Citizenship and Immigration Canada commissioned a billboard in Silicon Valley in April to promote Canada to the region’s high-tech workers. More American immigration to Canada is reducing Canada’s U.S. bound brain drain (Government of Canada)

Canada has long suffered a brain drain to the U.S. as more skilled workers immigrate from Canada to the U.S. than vice versa, but that gap is starting to close according to a new study.
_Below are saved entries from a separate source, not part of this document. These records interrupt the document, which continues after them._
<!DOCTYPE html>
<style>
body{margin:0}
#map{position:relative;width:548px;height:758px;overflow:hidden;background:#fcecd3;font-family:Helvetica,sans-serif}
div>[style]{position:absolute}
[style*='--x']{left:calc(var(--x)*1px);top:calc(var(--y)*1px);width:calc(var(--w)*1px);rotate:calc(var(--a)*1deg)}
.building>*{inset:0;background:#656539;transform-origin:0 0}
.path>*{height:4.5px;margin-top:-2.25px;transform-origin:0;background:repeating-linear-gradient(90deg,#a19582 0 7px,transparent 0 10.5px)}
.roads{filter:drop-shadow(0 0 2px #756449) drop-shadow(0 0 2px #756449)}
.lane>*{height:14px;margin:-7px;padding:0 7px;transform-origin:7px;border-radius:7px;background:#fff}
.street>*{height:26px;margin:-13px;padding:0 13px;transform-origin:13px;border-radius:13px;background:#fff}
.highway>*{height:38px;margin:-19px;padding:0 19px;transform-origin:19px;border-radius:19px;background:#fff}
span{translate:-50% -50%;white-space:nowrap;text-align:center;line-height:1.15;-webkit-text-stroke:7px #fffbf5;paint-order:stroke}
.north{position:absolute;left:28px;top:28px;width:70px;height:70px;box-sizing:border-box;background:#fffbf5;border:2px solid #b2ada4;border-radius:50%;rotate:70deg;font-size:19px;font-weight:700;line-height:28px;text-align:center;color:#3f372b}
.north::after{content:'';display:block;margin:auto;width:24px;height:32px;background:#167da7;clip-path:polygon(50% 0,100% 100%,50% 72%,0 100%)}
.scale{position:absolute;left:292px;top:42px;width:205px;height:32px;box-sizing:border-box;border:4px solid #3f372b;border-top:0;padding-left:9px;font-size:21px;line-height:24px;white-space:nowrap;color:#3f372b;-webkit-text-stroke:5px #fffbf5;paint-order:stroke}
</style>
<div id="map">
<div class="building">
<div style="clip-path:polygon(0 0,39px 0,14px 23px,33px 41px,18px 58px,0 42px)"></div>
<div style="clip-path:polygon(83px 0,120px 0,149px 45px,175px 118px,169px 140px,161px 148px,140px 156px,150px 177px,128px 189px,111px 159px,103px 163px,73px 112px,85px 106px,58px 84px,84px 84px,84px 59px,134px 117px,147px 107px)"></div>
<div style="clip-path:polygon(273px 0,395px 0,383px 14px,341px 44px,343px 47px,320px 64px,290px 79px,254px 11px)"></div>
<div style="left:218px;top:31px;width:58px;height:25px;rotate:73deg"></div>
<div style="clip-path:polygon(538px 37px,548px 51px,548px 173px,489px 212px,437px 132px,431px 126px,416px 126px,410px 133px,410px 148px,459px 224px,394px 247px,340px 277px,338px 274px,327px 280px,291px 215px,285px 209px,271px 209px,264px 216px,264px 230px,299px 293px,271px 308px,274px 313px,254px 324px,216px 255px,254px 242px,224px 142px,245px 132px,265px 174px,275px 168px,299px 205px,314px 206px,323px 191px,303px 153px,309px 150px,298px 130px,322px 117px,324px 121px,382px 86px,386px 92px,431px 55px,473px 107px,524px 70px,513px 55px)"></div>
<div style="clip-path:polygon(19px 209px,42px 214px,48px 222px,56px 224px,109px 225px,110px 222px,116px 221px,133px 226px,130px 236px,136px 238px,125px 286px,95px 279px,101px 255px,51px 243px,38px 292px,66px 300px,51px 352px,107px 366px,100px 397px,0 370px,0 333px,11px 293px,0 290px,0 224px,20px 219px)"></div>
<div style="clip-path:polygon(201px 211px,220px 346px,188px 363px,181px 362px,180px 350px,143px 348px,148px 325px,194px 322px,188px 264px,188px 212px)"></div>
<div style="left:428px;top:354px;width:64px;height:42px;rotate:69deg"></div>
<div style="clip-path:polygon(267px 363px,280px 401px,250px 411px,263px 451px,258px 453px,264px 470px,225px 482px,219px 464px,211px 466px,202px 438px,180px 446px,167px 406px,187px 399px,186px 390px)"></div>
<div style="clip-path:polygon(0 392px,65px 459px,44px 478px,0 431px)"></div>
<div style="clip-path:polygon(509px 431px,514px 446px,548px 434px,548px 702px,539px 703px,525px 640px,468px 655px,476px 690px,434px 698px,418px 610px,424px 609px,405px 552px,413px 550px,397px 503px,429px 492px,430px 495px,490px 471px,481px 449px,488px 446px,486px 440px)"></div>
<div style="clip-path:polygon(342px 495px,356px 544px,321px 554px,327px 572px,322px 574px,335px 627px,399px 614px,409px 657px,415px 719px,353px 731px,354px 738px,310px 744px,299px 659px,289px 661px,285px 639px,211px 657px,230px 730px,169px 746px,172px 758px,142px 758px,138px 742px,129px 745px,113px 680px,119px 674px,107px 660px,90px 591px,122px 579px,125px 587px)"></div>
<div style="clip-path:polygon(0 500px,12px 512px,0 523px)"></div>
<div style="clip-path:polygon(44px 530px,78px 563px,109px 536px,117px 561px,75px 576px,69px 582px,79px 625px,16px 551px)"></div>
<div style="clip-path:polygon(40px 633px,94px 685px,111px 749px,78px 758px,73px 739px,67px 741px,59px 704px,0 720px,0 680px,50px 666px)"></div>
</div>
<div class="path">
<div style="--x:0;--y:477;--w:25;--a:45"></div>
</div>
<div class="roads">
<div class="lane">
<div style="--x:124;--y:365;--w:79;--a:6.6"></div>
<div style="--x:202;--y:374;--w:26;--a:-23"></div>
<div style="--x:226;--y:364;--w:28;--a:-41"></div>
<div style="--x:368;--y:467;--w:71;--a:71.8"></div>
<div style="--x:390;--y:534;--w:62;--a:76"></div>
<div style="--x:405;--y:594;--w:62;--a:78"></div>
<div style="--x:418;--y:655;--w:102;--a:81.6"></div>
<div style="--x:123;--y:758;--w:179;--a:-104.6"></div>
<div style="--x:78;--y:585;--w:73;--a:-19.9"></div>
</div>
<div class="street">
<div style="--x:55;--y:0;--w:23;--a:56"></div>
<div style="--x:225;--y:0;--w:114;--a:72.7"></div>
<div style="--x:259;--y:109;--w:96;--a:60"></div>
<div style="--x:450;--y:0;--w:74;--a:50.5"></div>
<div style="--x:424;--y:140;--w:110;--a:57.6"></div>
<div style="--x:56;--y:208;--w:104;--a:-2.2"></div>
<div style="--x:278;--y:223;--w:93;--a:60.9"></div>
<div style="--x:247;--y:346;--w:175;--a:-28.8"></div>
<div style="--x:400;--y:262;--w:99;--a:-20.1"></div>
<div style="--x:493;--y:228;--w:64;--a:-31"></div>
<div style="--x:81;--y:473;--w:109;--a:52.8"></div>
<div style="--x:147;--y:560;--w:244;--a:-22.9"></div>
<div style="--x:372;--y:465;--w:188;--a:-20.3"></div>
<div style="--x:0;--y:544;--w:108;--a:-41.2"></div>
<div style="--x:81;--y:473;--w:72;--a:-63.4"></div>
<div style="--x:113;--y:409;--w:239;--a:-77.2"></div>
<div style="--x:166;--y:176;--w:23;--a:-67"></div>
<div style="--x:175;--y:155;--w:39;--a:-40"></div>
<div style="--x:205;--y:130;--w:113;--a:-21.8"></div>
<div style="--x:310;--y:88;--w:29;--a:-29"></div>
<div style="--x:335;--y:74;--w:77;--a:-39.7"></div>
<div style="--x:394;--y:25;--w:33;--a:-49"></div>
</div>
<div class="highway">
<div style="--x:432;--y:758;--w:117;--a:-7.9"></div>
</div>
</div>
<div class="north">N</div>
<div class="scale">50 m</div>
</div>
As reported by a story in Yahoo News, an Association for Canadian Studies study found that the ratio of U.S. bound Canadians to Canada-bound Americans has decreased from 4-1 to 2-1 over the span of a decade:

Last year, a total of 20,138 people traded their maple leaves for stars and stripes – a drop from the peak of 29,138 in 2005.
Meantime, 11,216 people left Uncle Sam for Queen Elizabeth in 2008, more than double the 5,828 who came to Canada in 2000.

There seems to be an inconsistency between the data provided by this study and Citizenship and Immigration Canada (CIC)’s own data, which shows only 8,219 Americans becoming Canadian permanent residents in 2008, which could be due to a different methodology used in this study.

CIC has been seeking to attract more U.S. based workers to Canada recently. Canadian Immigration Minister Jason Kenney visited Silicon Valley in April to promote Canada to Americans and foreign nationals working in the U.S. with an H-1B visa.